→ WHAT NEEDS TO BE DONE: Wherever "paint" appears in a line of the listing, that line should be returned.

** GIVEN RECORDS follows **

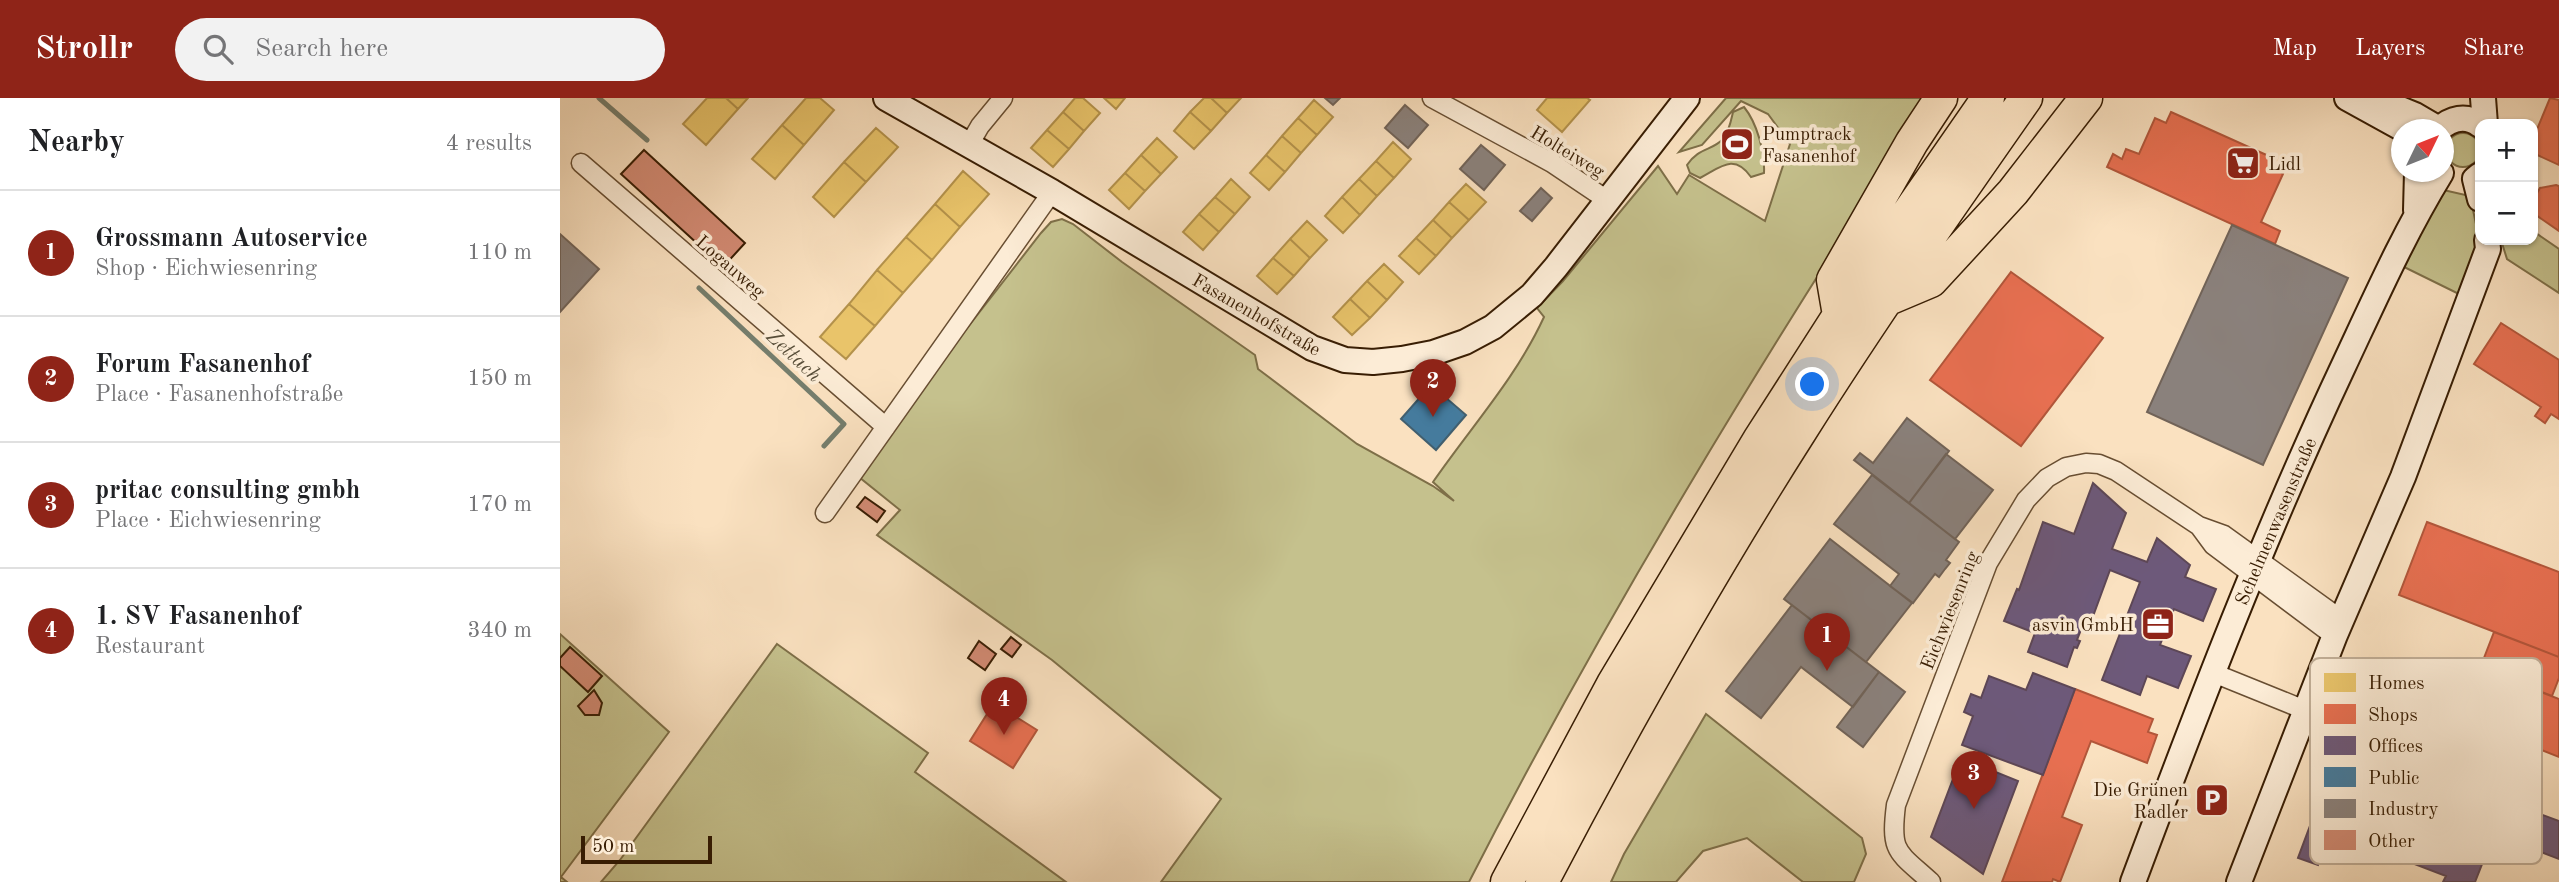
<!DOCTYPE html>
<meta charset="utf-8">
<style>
body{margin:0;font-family:"Old Standard TT",serif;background:#f2f2f2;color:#202124}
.controls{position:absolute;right:21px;top:21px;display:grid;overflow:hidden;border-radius:14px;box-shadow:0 2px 5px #0004}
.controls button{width:63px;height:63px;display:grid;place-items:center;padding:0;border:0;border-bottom:2px solid #e0e0e0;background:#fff;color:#202124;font:35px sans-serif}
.compass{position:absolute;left:1831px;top:21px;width:63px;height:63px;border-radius:50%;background:#fff;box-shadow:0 2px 5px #0004;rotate:47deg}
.scale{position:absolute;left:21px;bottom:18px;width:131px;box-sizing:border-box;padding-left:7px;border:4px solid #381d03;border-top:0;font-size:19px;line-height:24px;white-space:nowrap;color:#381d03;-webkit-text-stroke:5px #fcecd6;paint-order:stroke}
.you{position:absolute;left:1253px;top:287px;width:24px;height:24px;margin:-18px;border:5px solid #fff;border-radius:50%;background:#1a73e8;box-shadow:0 0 0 10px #1a73e833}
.badge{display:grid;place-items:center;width:46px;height:46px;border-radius:50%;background:#8f2418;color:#fff;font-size:23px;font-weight:700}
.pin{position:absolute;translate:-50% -58px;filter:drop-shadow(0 2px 4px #0008)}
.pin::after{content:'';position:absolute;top:37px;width:24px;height:21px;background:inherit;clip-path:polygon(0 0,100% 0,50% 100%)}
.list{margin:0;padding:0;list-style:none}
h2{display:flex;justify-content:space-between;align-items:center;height:91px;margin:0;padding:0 28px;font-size:30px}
h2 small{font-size:23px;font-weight:400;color:#757577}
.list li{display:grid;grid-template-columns:46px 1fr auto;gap:21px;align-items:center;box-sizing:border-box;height:126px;padding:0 28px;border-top:2px solid #e0e0e0}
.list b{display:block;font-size:26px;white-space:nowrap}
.list p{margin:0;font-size:23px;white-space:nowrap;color:#757577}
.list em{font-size:23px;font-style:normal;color:#757577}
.icon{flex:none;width:38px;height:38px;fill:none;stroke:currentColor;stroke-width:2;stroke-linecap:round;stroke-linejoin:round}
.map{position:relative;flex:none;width:1999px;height:784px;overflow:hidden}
header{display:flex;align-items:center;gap:42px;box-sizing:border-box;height:98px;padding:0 35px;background:#8f2418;color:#fff}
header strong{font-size:33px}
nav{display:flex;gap:38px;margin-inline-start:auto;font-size:24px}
.search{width:490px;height:63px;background:#f2f2f2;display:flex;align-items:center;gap:18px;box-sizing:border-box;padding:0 24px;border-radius:38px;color:#757577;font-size:26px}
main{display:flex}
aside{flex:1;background:#fff}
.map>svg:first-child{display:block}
.green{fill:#c5c18d;stroke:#7e6f48;stroke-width:2}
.homes{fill:#e9c46a;stroke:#b4924b;stroke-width:2}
.shops{fill:#e76f51;stroke:#b2563a;stroke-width:2}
.offices{fill:#6d597a;stroke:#5d4756;stroke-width:2}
.public{fill:#457b9d;stroke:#415f6f;stroke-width:2}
.industry{fill:#8a817c;stroke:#716358;stroke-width:2}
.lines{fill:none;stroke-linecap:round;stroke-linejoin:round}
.stream{stroke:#757e6d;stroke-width:5}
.building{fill:#d28a73;stroke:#381d03;stroke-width:2}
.street-casing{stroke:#684e32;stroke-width:21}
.secondary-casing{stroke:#381d03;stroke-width:28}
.highway-casing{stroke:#381d03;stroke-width:35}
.street{stroke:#fcecd6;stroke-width:18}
.secondary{stroke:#fcecd6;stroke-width:24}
.highway{stroke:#fae1c0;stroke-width:32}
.labels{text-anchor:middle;stroke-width:7;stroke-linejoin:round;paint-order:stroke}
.poi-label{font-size:19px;fill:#381d03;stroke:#fcecd6;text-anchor:start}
.street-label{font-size:19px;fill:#381d03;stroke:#fcecd6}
.water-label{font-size:21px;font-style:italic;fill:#574d38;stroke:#fcecd6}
.key{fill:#fcecd6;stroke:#c1ae97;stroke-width:2}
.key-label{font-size:19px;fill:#381d03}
</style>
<header>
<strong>Strollr</strong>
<div class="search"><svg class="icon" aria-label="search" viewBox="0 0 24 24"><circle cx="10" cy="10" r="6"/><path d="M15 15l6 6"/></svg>Search here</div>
<nav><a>Map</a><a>Layers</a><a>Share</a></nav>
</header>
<main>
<aside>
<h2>Nearby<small>4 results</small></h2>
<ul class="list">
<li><span class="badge">1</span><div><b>Grossmann Autoservice</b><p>Shop · Eichwiesenring</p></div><em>110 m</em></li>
<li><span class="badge">2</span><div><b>Forum Fasanenhof</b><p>Place · Fasanenhofstraße</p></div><em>150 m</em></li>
<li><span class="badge">3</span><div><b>pritac consulting gmbh</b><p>Place · Eichwiesenring</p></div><em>170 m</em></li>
<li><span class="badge">4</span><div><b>1. SV Fasanenhof</b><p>Restaurant</p></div><em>340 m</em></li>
</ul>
</aside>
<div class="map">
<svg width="1999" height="784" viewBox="0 0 1999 784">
<rect width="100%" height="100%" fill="#fae1c0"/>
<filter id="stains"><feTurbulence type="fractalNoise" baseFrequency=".00286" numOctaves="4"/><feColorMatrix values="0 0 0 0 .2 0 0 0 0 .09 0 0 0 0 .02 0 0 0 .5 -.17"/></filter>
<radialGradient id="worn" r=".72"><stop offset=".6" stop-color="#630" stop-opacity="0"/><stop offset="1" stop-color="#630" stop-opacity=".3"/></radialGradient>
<!-- green -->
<path class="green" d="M1166 0H1372C1206 254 1047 514 909 784H601L661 701 492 562 317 437 340 412 294 375 481 135 491 124 502 121 513 126 562 164 695 257 698 271 797 346 873 388 894 403 873 384C911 329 956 280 984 219L977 210 1003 183 1098 68 1117 96 1129 77 1205 123 1230 46 1208 16 1181 3 1142 47 1119 54Z
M1184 9C1197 25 1205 54 1204 75L1191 79C1174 55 1161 69 1140 80L1130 75 1127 67C1139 49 1152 53 1163 41 1169 34 1171 23 1173 14Z
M1886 52a17 17 0 1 1 34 0a17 17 0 1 1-34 0Z
M1879 91 1910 98 1919 140 1901 197 1840 167Z
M1973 133 1999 151V195L1947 161 1941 142H1973Z
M0 536 109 634 1 779 7 784H0Z
M217 546 368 655 355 674 506 784H41L60 762Z
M1146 616 1302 740 1306 756 1294 784H1243L1187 740 1143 753 1116 784H1051L1064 756Z"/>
<!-- homes -->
<path class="homes" d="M147 0H166L178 11 146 47 123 26Z
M166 0H188L178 11Z
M246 0H260L274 12 244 47 222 27Z
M515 0H523L540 15 524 33 503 14Z
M544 0H565L556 11Z
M644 0H651L667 15 651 33 630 14Z
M651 0H681L667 15Z
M987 0H1027L1030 2 1002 34 977 12Z
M754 2 773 19 757 37 738 20Z
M503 14 524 33 509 51 487 32Z
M630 14 651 33 634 51 614 33Z
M738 20 757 37 741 55 722 38Z
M222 27 244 47 215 81 192 61Z
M316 30 338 49 306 84 284 64Z
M487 32 509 51 493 69 471 50Z
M722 38 741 55 725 74 706 57Z
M597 40 617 59 601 76 581 57Z
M833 44 851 61 834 80 816 63Z
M581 57 601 76 585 93 565 75Z
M706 57 725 74 709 92 690 75Z
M816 63 834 80 817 98 799 81Z
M284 64 306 84 274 119 253 99Z
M403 73 429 96 400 129 375 106Z
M565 75 585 93 569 111 549 92Z
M671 81 690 99 675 116 655 99Z
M799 81 817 98 800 117 782 99Z
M906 86 926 104 909 122 889 104Z
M655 99 675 116 659 134 639 116Z
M782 99 800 117 783 135 765 118Z
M889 104 909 122 892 140 873 122Z
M375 106 400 129 372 162 346 139Z
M639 116 659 134 643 152 623 134Z
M873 122 892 140 876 158 856 140Z
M747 123 767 142 750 160 730 141Z
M346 139 372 162 343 195 317 172Z
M856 140 876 158 859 176 839 158Z
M730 141 750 160 734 178 713 160Z
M713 160 734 178 717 196 697 178Z
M824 166 843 184 827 202 807 183Z
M317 172 343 195 315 228 289 206Z
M807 183 827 202 810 220 790 201Z
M790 201 810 220 792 237 773 219Z
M289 206 315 228 286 261 260 239Z"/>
<!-- shops -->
<path class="shops" d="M1990 0 1999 2V67L1973 55V41Z
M1611 14 1711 59 1713 66 1712 70 1723 76 1701 124 1720 133 1715 146 1547 69 1553 56 1562 61 1566 51 1579 56 1595 20 1606 25Z
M1996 87 1999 88V133L1973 115V102L1980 90Z
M1451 174 1543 240 1461 348 1370 282Z
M1941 225 1999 262V321L1991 316 1985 325 1975 318 1981 309 1914 266Z
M1867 424 1999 474V559L1839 497Z
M1934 534 1999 559V580L1992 598 1958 585 1939 635 1901 621 1907 605 1898 601 1908 575 1917 578Z
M1958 585 1999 601V659L1939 635Z
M1515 591 1593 621 1588 634 1597 637 1587 665 1531 643 1502 719 1522 727 1500 784 1493 781 1492 784H1442Z
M434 605 477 632 453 670 410 643Z"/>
<!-- offices -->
<path class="offices" d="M1533 385 1566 415 1552 451 1587 464 1597 440 1630 467 1625 479 1656 491 1643 523 1614 511 1600 547 1631 558 1618 590 1587 578 1580 597 1542 582 1580 484 1550 472 1532 521 1526 519 1517 542 1520 543 1517 550 1514 549 1507 569 1468 554 1475 535 1444 523 1457 491 1459 492 1483 424 1514 436Z
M1473 575 1515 591 1483 677 1402 647 1413 618 1404 614 1411 596 1421 600 1429 578 1466 592Z
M1798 603 1959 666 1945 703 1999 723V761L1906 725 1920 688 1806 644 1793 677 1773 669Z
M1401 660 1458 683 1423 776 1371 739Z
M1763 693 1926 756 1915 784H1883L1886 778 1771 734 1758 767 1738 760Z"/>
<!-- public -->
<path class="public" d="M871 287 906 317 876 352 841 321Z"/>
<!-- industry -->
<path class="industry" d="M765 0H780L773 7Z
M845 7 868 27 848 50 825 30Z
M921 47 945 67 924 92 900 71Z
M981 90 992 100 972 123 960 113Z
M1672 127 1788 180 1703 367 1587 314Z
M0 136 39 171 0 214Z
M1347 320 1389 353 1349 405 1294 362 1300 355 1313 365Z
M1386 356 1433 392 1395 441 1349 405Z
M1312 377 1399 444 1386 462 1390 465 1385 471 1379 479 1375 476 1353 505 1330 488 1339 476 1274 426Z
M1270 441 1352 505 1306 564 1224 501Z
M1232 507 1319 574 1293 609 1241 569 1201 620 1166 593Z
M1319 574 1345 594 1303 649 1277 629Z"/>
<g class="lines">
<!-- stream -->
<path class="stream" d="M39 0 87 42
M139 190 284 326 264 348"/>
</g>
<!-- building -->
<path class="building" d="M84 52 185 145 163 169 61 76Z
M305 399 325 413 317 424 297 409Z
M451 539 461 547 452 559 441 551Z
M419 543 436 556 425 572 408 560Z
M10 549 42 578 28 594 0 568V560Z
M34 592 42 605 39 617H25L18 608Z"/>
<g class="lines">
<!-- street casing -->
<g class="street-casing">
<path id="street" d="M872 0 992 65 1047 102
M409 47 420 28 443 0
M21 65 326 329
M265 415 492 94
M1639 428 1653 447 1765 531 1775 537
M1651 574 1745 612
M1371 784C1337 753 1330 755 1336 707L1428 465 1466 402 1487 380 1506 369 1526 365 1539 366 1556 373 1639 428 1664 437 1782 522"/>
</g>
<!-- secondary casing -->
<g class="secondary-casing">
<path id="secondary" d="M326 0 492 94 752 250 785 262 813 264 842 261 873 255 905 244 933 229 972 197 996 169 1127 0
M1787 0 1845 32
M1813 0 1855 17 1879 31
M1923 0 1925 26
M1878 32C1891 20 1906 16 1920 27
M1920 77 1915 81 1920 101
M1856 112 1857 74
M1573 784C1638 610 1704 437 1783 269 1814 203 1843 137 1881 75L1880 74
M1679 784 1775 537 1843 379 1928 151 1927 142"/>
</g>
<!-- highway casing -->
<g class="highway-casing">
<path id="highway" d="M1326 202 1371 183 1453 94 1526 0
M1279 217 1273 182 1352 44 1381 0
M947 784 1053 586 1199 342 1301 183 1428 0
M982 784C1062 631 1147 480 1240 334 1312 220 1389 110 1466 0"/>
</g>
<!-- street -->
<use href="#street" class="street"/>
<!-- secondary -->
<use href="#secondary" class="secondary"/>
<!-- highway -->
<use href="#highway" class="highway"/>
</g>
<!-- icons -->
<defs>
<g id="stadium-square" transform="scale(1.75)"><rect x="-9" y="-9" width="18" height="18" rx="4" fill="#8f2418" stroke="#fcecd6"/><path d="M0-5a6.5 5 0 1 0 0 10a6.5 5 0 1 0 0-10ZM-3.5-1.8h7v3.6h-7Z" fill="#fff"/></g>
<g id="supermarket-square" transform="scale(1.75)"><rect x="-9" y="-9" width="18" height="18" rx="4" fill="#8f2418" stroke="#fcecd6"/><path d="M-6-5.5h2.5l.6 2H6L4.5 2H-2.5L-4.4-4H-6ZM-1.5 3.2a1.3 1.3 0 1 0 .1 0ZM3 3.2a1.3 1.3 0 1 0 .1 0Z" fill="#fff"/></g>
<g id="office-square" transform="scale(1.75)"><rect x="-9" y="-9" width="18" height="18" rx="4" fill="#8f2418" stroke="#fcecd6"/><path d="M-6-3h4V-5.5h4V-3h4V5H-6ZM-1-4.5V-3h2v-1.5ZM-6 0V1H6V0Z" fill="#fff"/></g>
<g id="parking-square" transform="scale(1.75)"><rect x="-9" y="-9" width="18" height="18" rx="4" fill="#8f2418" stroke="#fcecd6"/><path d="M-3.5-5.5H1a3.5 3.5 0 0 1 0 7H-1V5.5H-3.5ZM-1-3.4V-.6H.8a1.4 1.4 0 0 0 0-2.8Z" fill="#fff"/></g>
</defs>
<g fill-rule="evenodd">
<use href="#stadium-square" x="1177" y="46"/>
<use href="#supermarket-square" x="1683" y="65"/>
<use href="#office-square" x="1598" y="526"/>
<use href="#parking-square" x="1652" y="702"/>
</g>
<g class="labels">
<!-- poi labels -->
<g class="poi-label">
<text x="1202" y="42">Pumptrack<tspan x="1202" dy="22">Fasanenhof</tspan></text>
<text x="1708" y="72">Lidl</text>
<text x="1574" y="533" text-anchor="end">asvin GmbH</text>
<text x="1628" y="698" text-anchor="end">Die Grünen<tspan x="1628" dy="22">Radler</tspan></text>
</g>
<!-- street labels -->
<g class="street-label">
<text transform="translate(1008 53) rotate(31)" y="7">Holteiweg</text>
<text transform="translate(171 168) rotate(41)" y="7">Logauweg</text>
<text transform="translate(697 216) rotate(30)" y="7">Fasanenhofstraße</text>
<text transform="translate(1715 423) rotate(-67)" y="7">Schelmenwasenstraße</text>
<text transform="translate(1389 512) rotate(-68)" y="7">Eichwiesenring</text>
</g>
<!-- water labels -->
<g class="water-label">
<text transform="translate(234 257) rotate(43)" y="7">Zettach</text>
</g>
</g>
<!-- legend -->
<rect x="1750" y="560" width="232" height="206" rx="10" class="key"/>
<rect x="1764" y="575" width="32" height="19" fill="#e9c46a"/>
<rect x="1764" y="606" width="32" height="20" fill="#e76f51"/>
<rect x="1764" y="638" width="32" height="19" fill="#6d597a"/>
<rect x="1764" y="669" width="32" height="20" fill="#457b9d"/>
<rect x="1764" y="701" width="32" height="19" fill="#8a817c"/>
<rect x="1764" y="732" width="32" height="20" fill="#d28a73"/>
<g class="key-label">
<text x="1808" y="591">Homes</text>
<text x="1808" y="623">Shops</text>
<text x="1808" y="654">Offices</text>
<text x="1808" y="686">Public</text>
<text x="1808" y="717">Industry</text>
<text x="1808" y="749">Other</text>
</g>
<rect width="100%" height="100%" filter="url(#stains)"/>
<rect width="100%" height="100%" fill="url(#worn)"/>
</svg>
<div class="controls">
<button>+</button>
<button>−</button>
</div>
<svg class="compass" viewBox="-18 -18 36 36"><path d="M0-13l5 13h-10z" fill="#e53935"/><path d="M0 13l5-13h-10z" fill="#757577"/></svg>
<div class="scale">50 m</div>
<div class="you"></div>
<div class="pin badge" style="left:1267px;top:573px">1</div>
<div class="pin badge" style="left:873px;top:319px">2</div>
<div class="pin badge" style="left:1414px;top:711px">3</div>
<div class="pin badge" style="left:444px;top:637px">4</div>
</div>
</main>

** End of GIVEN RECORDS **

→ ANSWER:
.scale{position:absolute;left:21px;bottom:18px;width:131px;box-sizing:border-box;padding-left:7px;border:4px solid #381d03;border-top:0;font-size:19px;line-height:24px;white-space:nowrap;color:#381d03;-webkit-text-stroke:5px #fcecd6;paint-order:stroke}
.labels{text-anchor:middle;stroke-width:7;stroke-linejoin:round;paint-order:stroke}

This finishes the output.